小型の黒光りする銃だった。それをアリスのこめかみに当てると同時に銃爪を引く。
破裂するような音が廃ビルの広い一室に轟いた。
「うあ……!?Σ(º ロ º๑)」
「うぎゃあああ!?Σ(ŎдŎ|||)ノノ」
腰を抜かしてタツミとフジコが後ずさる。
「何するのっ!? ダイチくん!(º ロ º๑)」
顎から上を失い、壊れた水道管から噴き出す水のように血を流し続けるアリスのほうから振り向くと、ダイチが言う。
「だってコイツ、語尾に顔文字ついてないぜ?( •̀∀•́ )✧」
窓の外の黄色い満月がダイチの背後にあり、まるで自分たちを殺しに来た悪魔か何かのように見えた。

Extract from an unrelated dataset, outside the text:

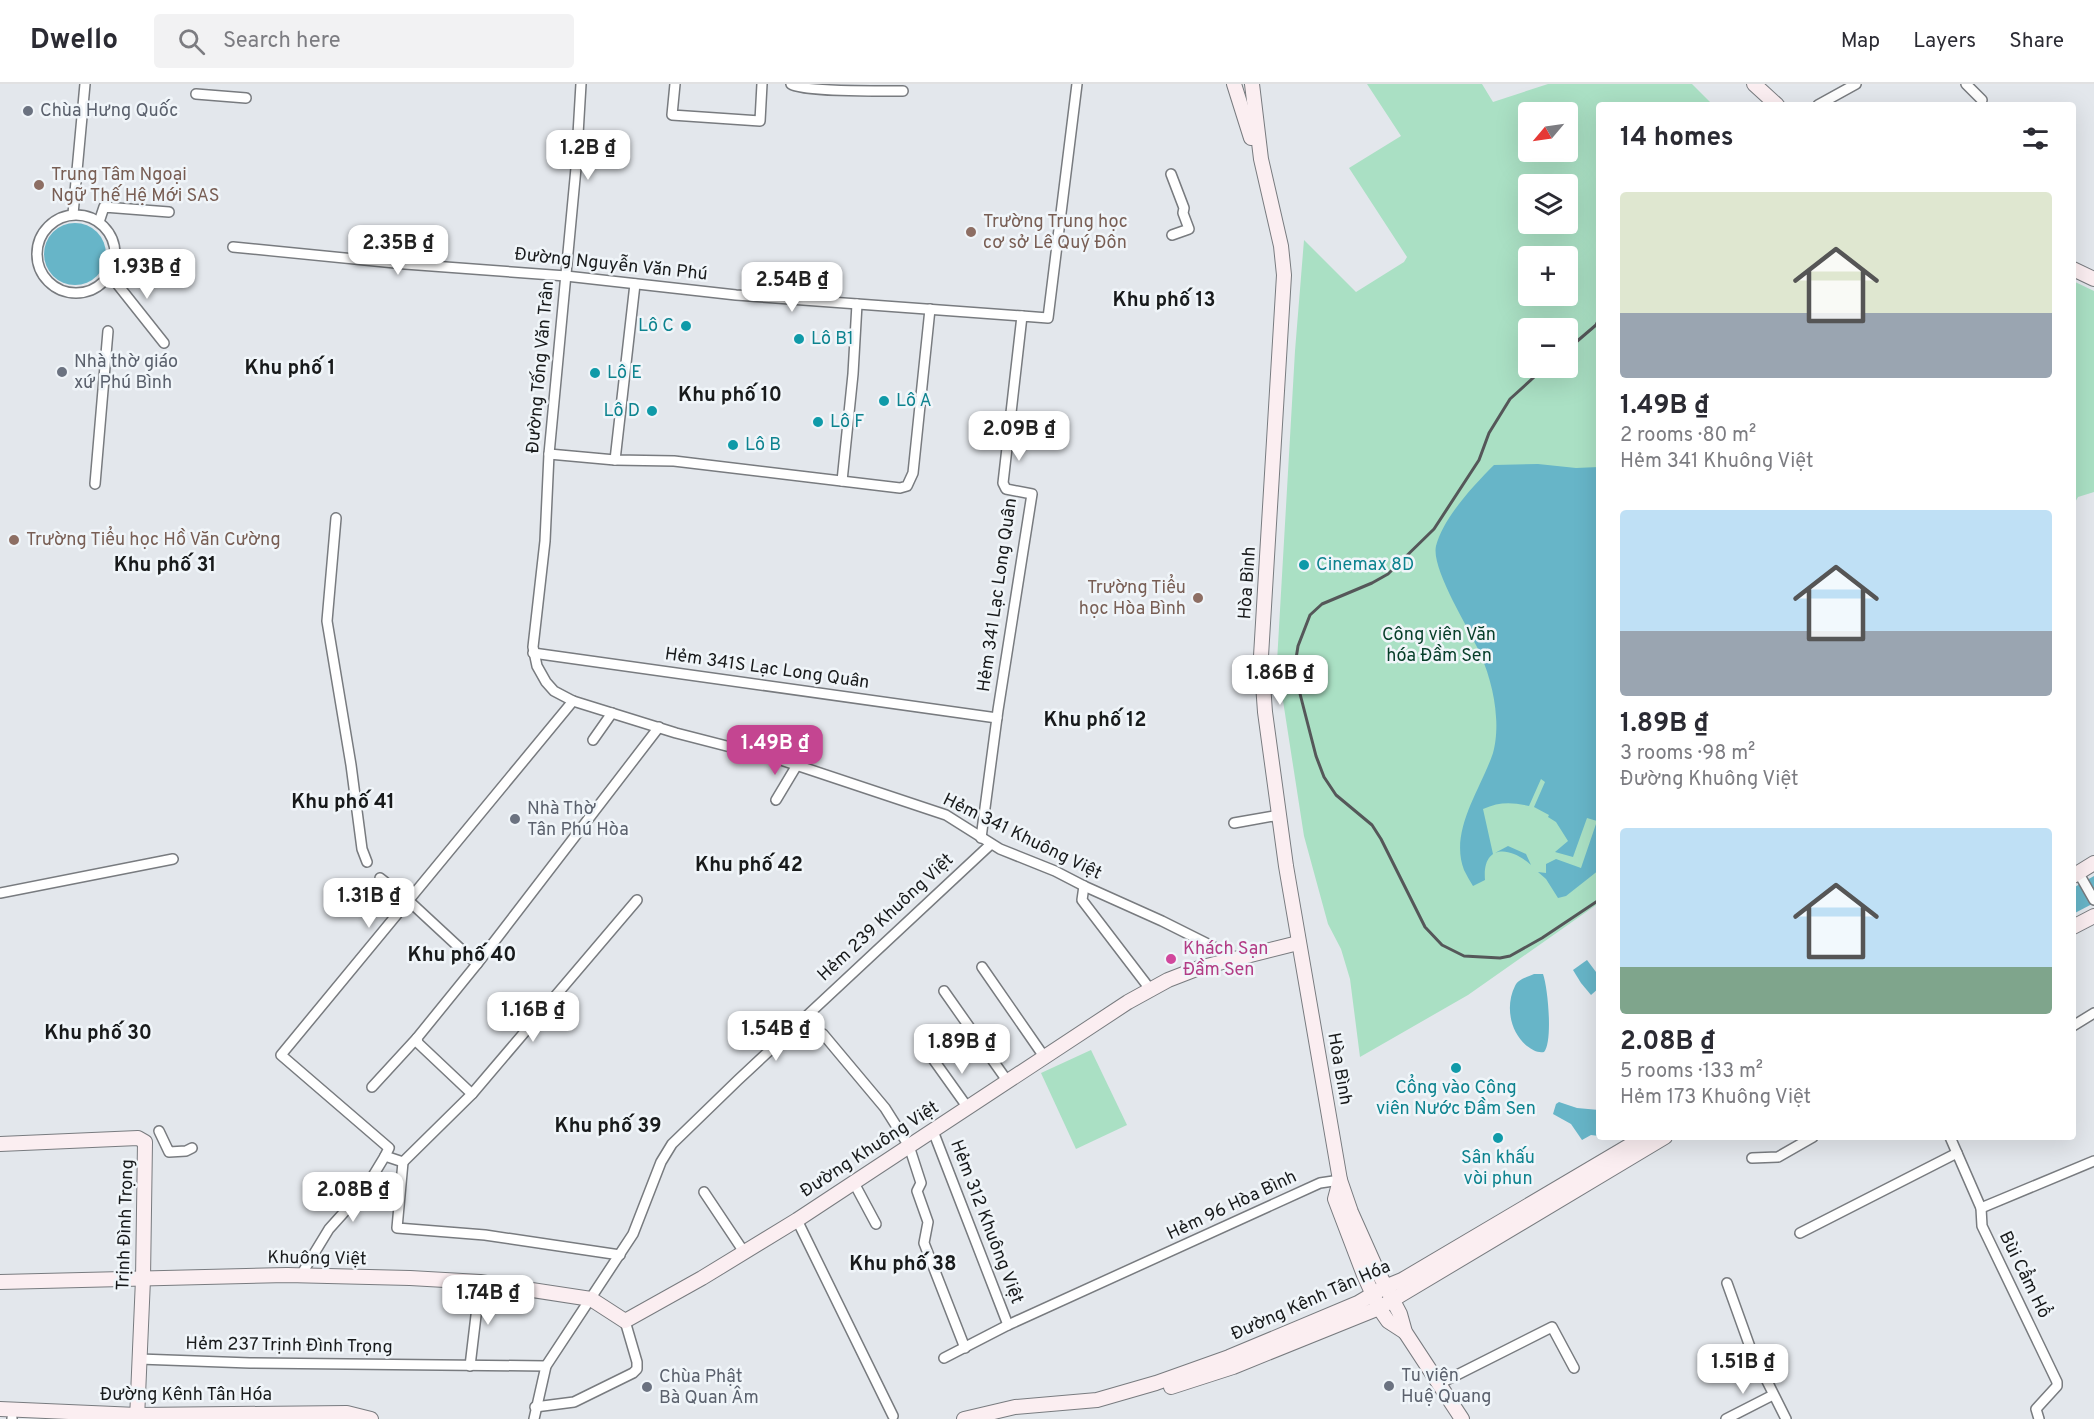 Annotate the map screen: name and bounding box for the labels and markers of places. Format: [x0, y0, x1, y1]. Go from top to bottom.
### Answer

「アリスちゃんは特別なの! 変わってるのっ! それに……(||゜Д゜)」
ハナはダイチの手に持っているものを見ながら、言った。
「なんであなた……そんなものを持ってるの!?(•'Д'• ;)」
「ああ……、これ?( •̀∀•́ )✧」
ダイチは銃を掲げると、ガチンと冷たい音を立てた。
「だってアイドルを抹殺するのに……これがあったほうが便利だろ?( •̀∀•́ )✧」
「あなた……、ほんとうにアイドル?(•'Д'• ;;;)」
「さあね?( •̀∀•́ )✧」
ダイチがハナに銃口を向けた。
「死ぬ前に教えてあげる。アイドル粛清部隊には、アイドルを騙して近づくために、人間なのに語尾に顔文字をつけるよう訓練された兵隊もいるそうだよ?( •̀∀•́ )✧」
タツミとフジコは脅えてしまい、抱き合いながら固まっている。
「あー、それで顔文字がやたら単調だったのか」
アリスの声がそう言った。
「……えっ?( •̀∀•́ )✧」
おそるおそる振り向いたダイチの顔面を、首のないアリスが鷲掴みにすると、そのままコンクリートの床に押し倒し、叩きつけた。グシャァ! と肉と骨が同時に潰れる音が響く。
「ぐはっ……!」
ダイチの語尾から顔文字が飛んだ。
顎から上だけの顔をぶるぶると横に振ると、アリスの顔がそこに再生されて行く。天井を仰ぎ、長い黒髪をばさっとマントのように広げると、鋭い目がダイチを睨みつけた。
ダイチがうろたえて喚く。
「なっ……、なぜだ! 頭部を破壊すれば死ぬはずだ!」
「ふつうのアイドルはそうね。でも私、ふつうじゃないの」
アリスは立ち上がると、ダイチの手首をローファーの底で思い切り踏み潰した。手から離れた銃を奪い取ると、鼻先に突きつける。